In case you haven't kept up with Microsoft Exchange Server and its troubles over the course of 2021, it's been associated with names such as SolarWinds, Hafnium, and even Colonial Pipeline. In short, Exchange vulnerabilities have been at the center of a lot of bad news this year — news that has scored the Microsoft tech a prime spot on Cisco Talos' quarterly threat report.
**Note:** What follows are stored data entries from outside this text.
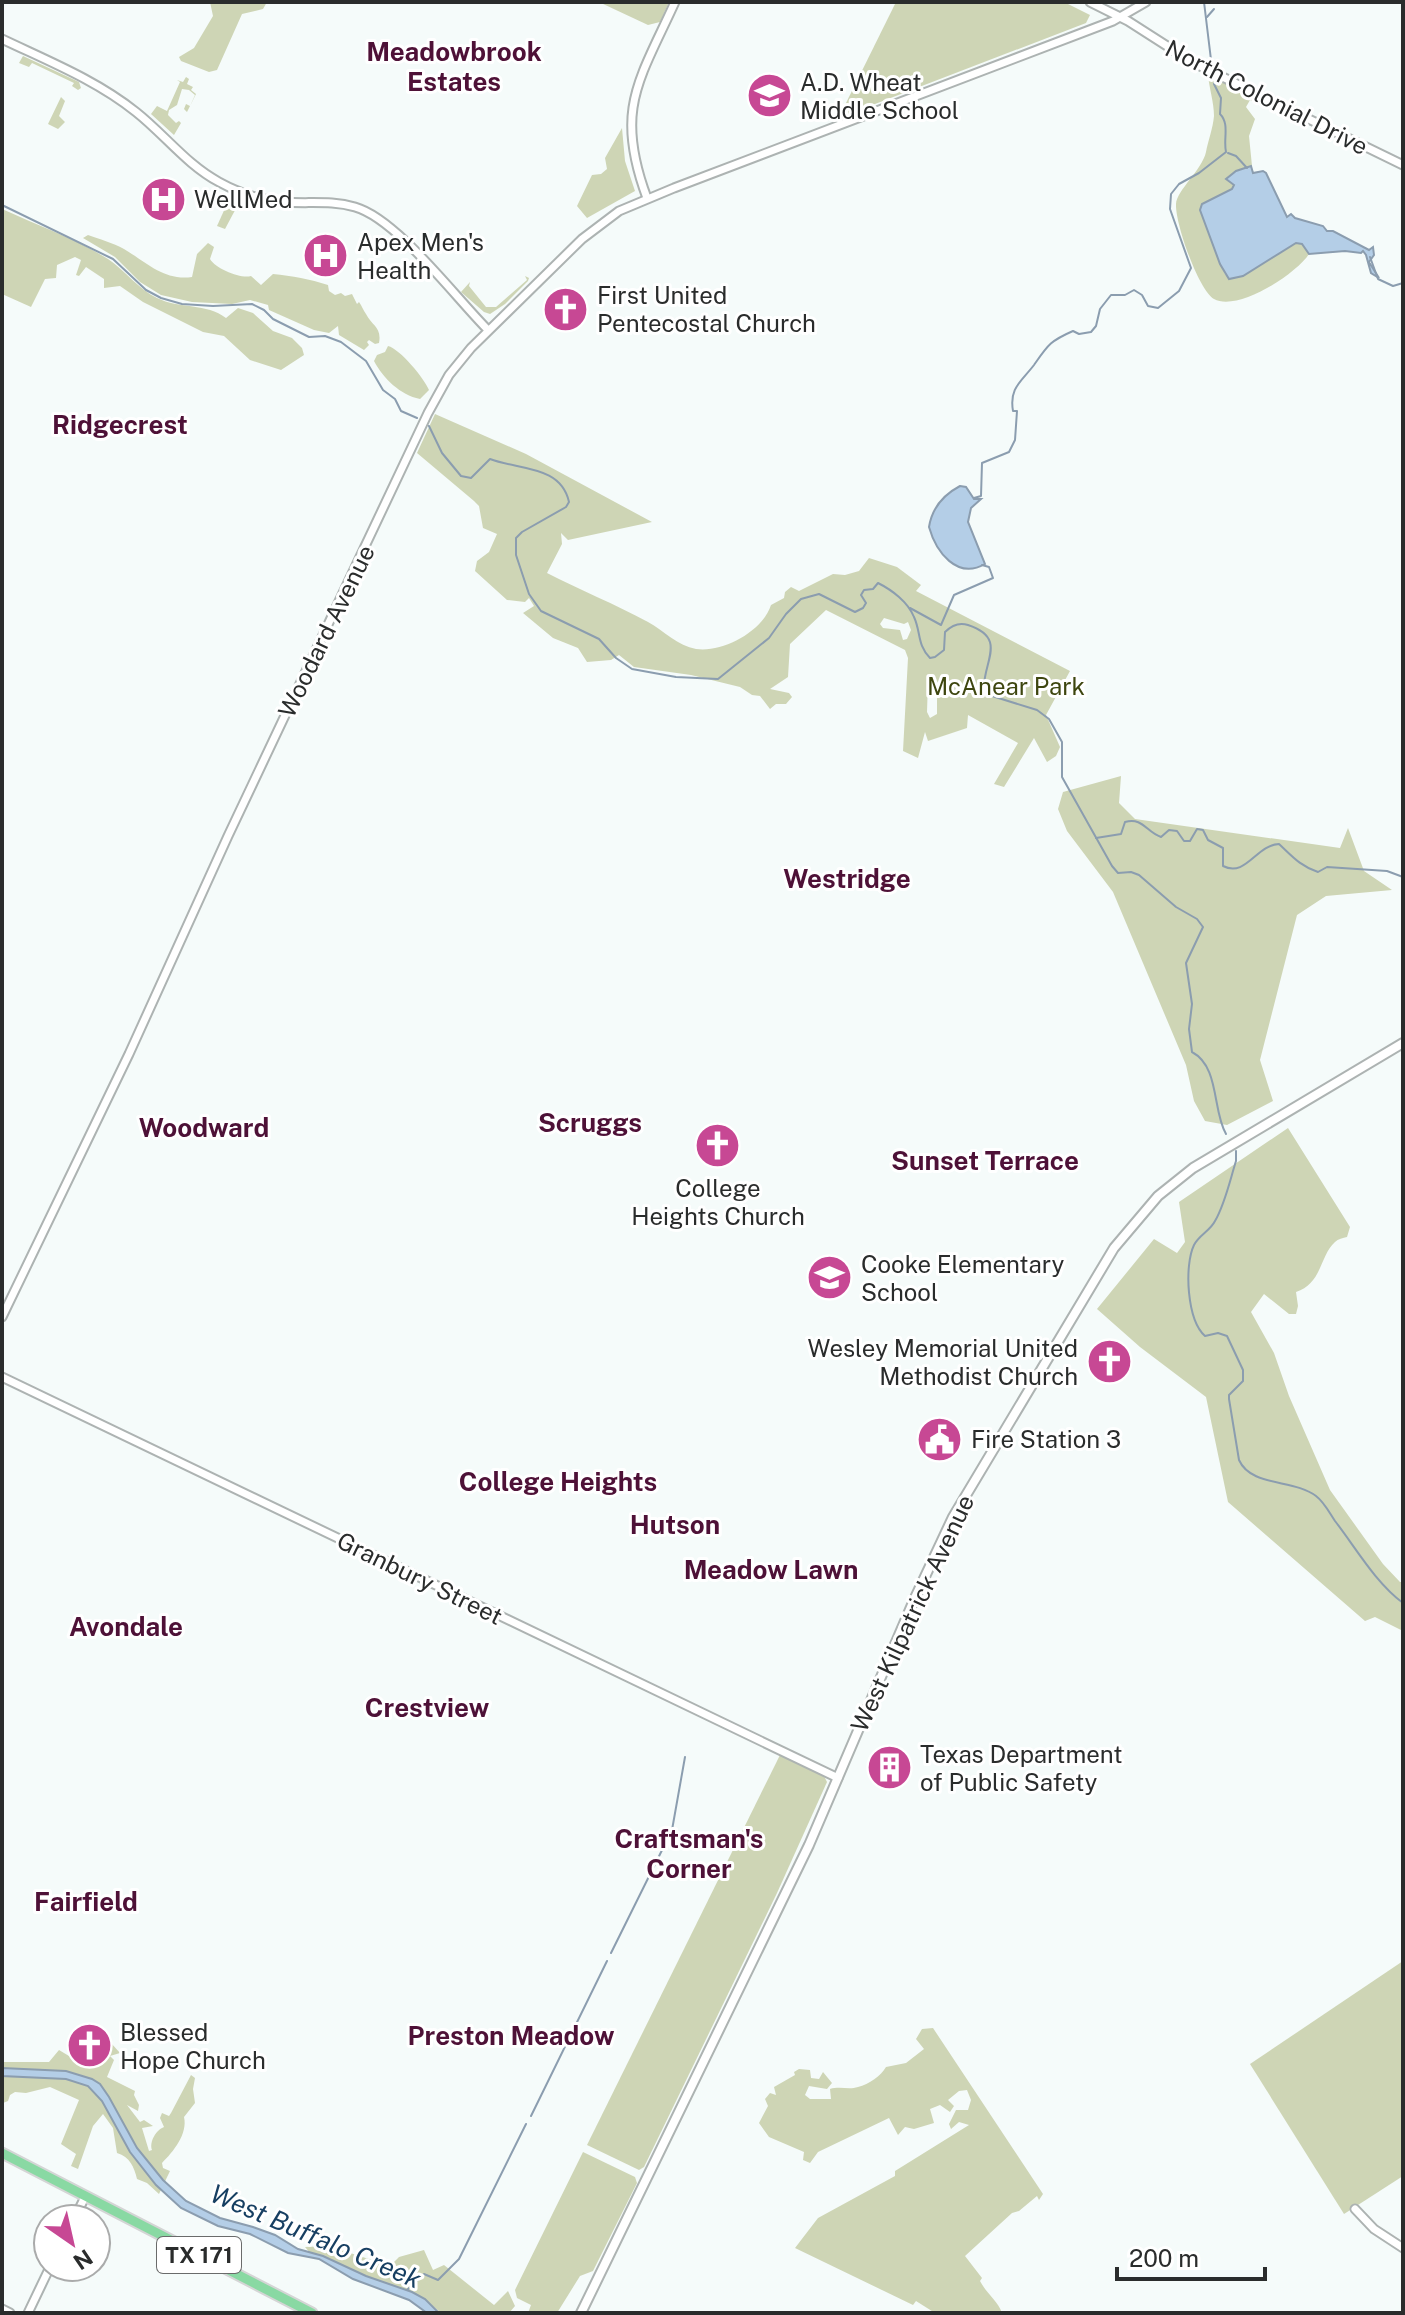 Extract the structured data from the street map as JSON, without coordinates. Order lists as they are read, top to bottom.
{
  "streets": {
    "main road": ["West Kilpatrick Avenue", "TX 171"],
    "street": ["North Colonial Drive", "Woodard Avenue", "Granbury Street"]
  },
  "crossings": [
    ["North Colonial Drive", "Woodard Avenue"],
    ["Granbury Street", "West Kilpatrick Avenue"]
  ],
  "districts": [
    "Meadowbrook Estates",
    "Ridgecrest",
    "Westridge",
    "Scruggs",
    "Woodward",
    "Sunset Terrace",
    "College Heights",
    "Hutson",
    "Meadow Lawn",
    "Avondale",
    "Crestview",
    "Craftsman's Corner",
    "Fairfield",
    "Preston Meadow"
  ],
  "water": ["West Buffalo Creek"],
  "parks": ["McAnear Park"],
  "places": {
    "school or university": ["A.D. Wheat Middle School", "Cooke Elementary School"],
    "hospital": ["WellMed", "Apex Men's Health"],
    "church": [
      "First United Pentecostal Church",
      "College Heights Church",
      "Wesley Memorial United Methodist Church",
      "Blessed Hope Church"
    ],
    "public building": ["Fire Station 3"],
    "building": ["Texas Department of Public Safety"]
  },
  "scale_bar": "200 m",
  "north": "bottom right"
}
"While the security community made a great effort to warn users of the exploitation of several Microsoft Exchange Server zero-day vulnerabilities, it was still the biggest threat Cisco Talos Incident Response (CTIR) saw this past quarter," the report states. "These vulnerabilities, tracked as CVE-2021-26855, CVE-2021-26857, CVE-2021-26858 and CVE-2021-27065, comprised around 35 percent of all incidents investigated."
According to the report, Exchange vulnerability issues began spiking in March. They affected everything from the U.S. government to a Canadian health care organization, showing how widespread the vulnerabilities' consequences were. It was noted that speed was an emphasis for attackers given that they knew patches would come sooner rather than later, and such haste resulted in less destructive attacks than otherwise could've been possible.
In addition to Exchange issues, the report cited ransomware as an increasingly prominent problem in the cyber threat sector, with new ransomware families on the rise that use the "ransomware-as-a-service (RaaS) model." They sneak in via trojans then get to work extorting people.
The full report is a highly technical read and can be viewed at the link above. The takeaway is that one should pay close attention when Microsoft systems are compromised, given their vast reach.